The IKEA Effect.

Buying an unassembled item may seem to be a purely cost-saving strategy, but the added benefits from self-builds can be powerful.

The IKEA Effect.

From the steam locomotive to mass production and the rise of digitalization, industrial revolutions have been vital in improving our quality of life. Since the 1950s, there has been significant growth in the global human population, leading to high demand for our everyday needs.

Whilst mass production doubles, so does the quantity of production needed to meet the customer’s demand in a more efficient manner, and often the products are not universally affordable. When it comes to making a purchase, the product price has a powerful impact on the customer’s decision-making process.

For years, IKEA has earned a place in the consumer's mind when it comes to household goods. The IKEA approach is to bring modern lifestyles to people at up to 50% lower than their competitors.

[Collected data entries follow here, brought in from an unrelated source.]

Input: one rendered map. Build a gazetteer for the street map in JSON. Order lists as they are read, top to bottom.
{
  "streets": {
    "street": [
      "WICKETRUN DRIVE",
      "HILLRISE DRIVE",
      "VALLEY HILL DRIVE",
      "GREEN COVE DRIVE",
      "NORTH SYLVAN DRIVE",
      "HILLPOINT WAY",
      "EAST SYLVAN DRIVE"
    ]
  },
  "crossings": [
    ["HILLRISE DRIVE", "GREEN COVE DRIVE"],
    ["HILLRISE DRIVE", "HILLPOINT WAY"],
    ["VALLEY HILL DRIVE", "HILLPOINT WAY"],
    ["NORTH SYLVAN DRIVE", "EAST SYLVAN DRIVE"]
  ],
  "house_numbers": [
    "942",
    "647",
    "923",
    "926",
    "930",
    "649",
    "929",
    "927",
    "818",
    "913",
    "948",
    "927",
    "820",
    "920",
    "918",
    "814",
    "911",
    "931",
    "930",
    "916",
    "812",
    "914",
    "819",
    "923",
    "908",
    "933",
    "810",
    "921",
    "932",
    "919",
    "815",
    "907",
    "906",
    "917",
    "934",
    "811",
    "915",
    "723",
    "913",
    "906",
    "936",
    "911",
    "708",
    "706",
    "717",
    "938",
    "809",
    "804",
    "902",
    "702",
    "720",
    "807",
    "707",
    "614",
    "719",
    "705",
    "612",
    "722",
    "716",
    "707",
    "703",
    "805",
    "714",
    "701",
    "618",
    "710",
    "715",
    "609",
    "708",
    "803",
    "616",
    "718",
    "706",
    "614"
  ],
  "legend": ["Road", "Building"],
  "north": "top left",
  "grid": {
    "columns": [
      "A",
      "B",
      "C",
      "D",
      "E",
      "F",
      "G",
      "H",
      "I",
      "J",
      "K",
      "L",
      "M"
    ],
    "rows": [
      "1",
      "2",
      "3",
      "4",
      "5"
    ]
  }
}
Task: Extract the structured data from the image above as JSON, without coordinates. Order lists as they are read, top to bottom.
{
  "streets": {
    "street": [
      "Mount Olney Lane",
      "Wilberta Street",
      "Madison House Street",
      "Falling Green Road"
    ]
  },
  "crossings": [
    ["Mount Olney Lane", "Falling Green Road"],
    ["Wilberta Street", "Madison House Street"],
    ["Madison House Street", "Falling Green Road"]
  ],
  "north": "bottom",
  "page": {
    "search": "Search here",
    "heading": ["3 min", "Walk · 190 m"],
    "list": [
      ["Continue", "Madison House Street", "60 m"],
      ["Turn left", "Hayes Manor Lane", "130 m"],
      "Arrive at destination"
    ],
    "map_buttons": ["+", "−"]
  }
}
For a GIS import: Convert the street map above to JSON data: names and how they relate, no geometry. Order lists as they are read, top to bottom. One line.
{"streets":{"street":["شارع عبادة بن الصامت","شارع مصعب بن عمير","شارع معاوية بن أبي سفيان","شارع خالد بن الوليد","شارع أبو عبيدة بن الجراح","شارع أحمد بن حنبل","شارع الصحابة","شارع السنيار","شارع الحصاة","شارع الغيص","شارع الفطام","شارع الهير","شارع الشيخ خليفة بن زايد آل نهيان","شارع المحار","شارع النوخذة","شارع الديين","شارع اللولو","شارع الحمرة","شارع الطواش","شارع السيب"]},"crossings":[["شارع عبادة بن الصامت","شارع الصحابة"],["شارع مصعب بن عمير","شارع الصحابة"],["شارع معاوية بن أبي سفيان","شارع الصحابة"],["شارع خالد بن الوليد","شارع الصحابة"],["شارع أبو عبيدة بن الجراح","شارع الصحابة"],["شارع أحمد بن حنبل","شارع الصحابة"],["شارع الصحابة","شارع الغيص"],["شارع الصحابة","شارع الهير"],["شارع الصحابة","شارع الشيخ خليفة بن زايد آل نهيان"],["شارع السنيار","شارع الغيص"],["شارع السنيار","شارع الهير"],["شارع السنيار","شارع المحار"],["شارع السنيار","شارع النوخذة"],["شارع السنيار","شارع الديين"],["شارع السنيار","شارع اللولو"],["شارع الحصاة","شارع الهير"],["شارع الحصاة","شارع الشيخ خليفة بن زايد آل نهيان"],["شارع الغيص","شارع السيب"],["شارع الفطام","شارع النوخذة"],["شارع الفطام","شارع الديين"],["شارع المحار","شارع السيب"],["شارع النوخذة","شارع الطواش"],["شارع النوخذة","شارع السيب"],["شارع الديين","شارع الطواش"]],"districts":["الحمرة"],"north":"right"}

They can achieve this massive reduction by requiring customers to assemble their flat-packed purchases, by following clearly defined instructions.

It's a win-win strategy, because by removing the assembly process IKEA is able to cut down the cost of their production, resulting in the ability to lower the cost of their goods to the consumers. On the plus side, it also provides the customers with an experience while building the products, which is widely known as the IKEA effect.

The Effect in a Nutshell.

The IKEA effect is a cognitive bias in which consumers place a disproportionately high value on products they partially created.

The success behind the IKEA effect is its influence on the customer's behaviours, as described in the following:

Do-It-Yourself (DIY).

Although the DIY concept seems relatively modern, it has actually been around for more than a hundred years. Whilst DIY was exclusively adopted for home repairs and maintenance work, it eventually became popularised and expanded beyond the sole purpose of house improvements.

From a customised jar to building a treehouse, DIY has been widely used for recreational purposes, for the pleasure of self-achievement and the memories it can create from the 'making process'.

Creating and making things yourself also gives you a sense of pride and defines your personal style – it allows you to stand out from the crowd and decorate a home that is not like everyone else's.

Whilst we can easily buy a piece of furniture from a store, the emotional aspect is what makes the IKEA effect successful. Humans are social and emotional beings, therefore we give more value to things that hold meanings and memories to us.

People overvalue the "fruits of their labor."

On that account, the IKEA effect creates a perception for the consumers that they are getting more than what they are paying for.

Sunk Cost.

IKEA trades service for cost. In the customer's mind, IKEA is the champion for low priced furniture solutions. By outsourcing the assembly process to customers, it is not only cost-saving for IKEA but the customers are also satisfied from their self-build achievements, plus having the mindset that they have saved money by committing to their own labour.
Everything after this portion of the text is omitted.